When they meet again though, when they meet again after that gap, the weather’s so clear. No-one loses the wire. No one loses the thread. Consciousness survives the terror and the wonder.

*******

_“I could not say that I remembered him, for now he was a fine grown young fellow, with black whiskers and a man's voice, but I was sure he knew me, and that he was Joe Green, and I was very glad. I put my nose up to him, and tried to say that we were friends. I never saw a man so pleased.”—Black Beauty and Joe Green meet again, Anna Sewall’s Black Beauty_

 

He hardly recalls what he looks like, so how’s he going to recall what Sherlock looked like. He has something of a forelock now, black as ever, or dark, not really black, never was.  No. He looks surprisingly the same.
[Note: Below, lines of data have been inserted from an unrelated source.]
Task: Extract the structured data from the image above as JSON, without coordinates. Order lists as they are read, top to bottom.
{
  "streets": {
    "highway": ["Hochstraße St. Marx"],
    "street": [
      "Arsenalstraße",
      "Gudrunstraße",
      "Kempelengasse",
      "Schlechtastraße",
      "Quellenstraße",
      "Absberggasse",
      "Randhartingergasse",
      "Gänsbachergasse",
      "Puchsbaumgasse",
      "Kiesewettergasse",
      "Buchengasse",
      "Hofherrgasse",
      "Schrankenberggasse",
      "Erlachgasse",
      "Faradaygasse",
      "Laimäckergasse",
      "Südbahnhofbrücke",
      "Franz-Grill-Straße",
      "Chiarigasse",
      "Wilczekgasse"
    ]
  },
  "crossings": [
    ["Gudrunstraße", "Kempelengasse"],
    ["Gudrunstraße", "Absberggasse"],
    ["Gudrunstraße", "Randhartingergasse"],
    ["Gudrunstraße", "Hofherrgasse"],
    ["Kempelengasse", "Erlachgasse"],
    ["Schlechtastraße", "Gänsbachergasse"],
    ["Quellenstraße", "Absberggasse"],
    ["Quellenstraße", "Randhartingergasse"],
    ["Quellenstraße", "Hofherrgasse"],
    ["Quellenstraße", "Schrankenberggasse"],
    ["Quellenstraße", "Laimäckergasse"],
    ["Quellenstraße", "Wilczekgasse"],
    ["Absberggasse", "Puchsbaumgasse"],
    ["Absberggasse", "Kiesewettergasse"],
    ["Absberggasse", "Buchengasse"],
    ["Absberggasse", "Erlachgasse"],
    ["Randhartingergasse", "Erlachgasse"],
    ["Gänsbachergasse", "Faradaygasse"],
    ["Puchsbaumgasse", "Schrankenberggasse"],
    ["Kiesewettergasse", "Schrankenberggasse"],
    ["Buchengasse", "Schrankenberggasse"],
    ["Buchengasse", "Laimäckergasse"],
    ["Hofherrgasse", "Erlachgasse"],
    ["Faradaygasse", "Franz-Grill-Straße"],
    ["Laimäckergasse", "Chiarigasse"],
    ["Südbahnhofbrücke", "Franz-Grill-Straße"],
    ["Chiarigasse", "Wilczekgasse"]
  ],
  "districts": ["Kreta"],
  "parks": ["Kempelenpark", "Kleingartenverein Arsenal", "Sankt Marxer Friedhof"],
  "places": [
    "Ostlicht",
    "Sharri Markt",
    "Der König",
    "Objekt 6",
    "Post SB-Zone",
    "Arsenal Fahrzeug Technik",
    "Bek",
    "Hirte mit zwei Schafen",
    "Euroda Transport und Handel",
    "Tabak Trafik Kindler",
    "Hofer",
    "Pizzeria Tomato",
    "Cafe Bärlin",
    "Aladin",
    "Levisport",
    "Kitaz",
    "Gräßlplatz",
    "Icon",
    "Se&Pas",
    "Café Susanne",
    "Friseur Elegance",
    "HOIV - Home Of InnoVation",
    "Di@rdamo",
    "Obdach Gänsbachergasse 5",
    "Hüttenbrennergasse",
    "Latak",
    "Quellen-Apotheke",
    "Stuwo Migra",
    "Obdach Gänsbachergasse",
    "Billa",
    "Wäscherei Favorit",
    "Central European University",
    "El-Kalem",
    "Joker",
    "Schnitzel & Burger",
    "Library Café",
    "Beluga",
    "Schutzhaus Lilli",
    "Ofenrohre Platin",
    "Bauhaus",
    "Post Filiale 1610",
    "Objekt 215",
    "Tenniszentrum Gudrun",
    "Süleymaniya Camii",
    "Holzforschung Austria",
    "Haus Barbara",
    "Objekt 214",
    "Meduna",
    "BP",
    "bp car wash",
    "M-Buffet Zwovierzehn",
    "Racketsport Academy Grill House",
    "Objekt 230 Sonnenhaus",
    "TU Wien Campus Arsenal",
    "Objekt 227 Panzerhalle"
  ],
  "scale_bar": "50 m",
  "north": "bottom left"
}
“You made me suffer, and I’m angry about it,” John says. It’s liberating, being this straightforward about one’s feelings. Bully for therapy and maturity. 

“All right,” Sherlock says. Puts his hands over John’s lightly, just the fingertips, John Beattie at the spirit board.

“I’m very sorry.” Very soft.  (The spirit speaking, not him.)

“Sorry, what?”

“I said I’m sorry. And I’ll say it again, if you like.”

“I, uh, …no. Why’s your hair so weird?”

John’s knuckles,with the fine hairs standing up; he’s taking his hands away, pulling them up, and it is not easy, not easy, watching a man deconstruct  like that, not easy leaning over to see.

Later it’s easier, when (after a riot, after a fire, faces covered in ash, or so it seems) their arms go out and there’s that, when the autonomic goes and you let your head down against the arms or the shoulders only of the ones you love, that you trust all the way back to the beginning, when you were a child and learned to trust, if you ever did.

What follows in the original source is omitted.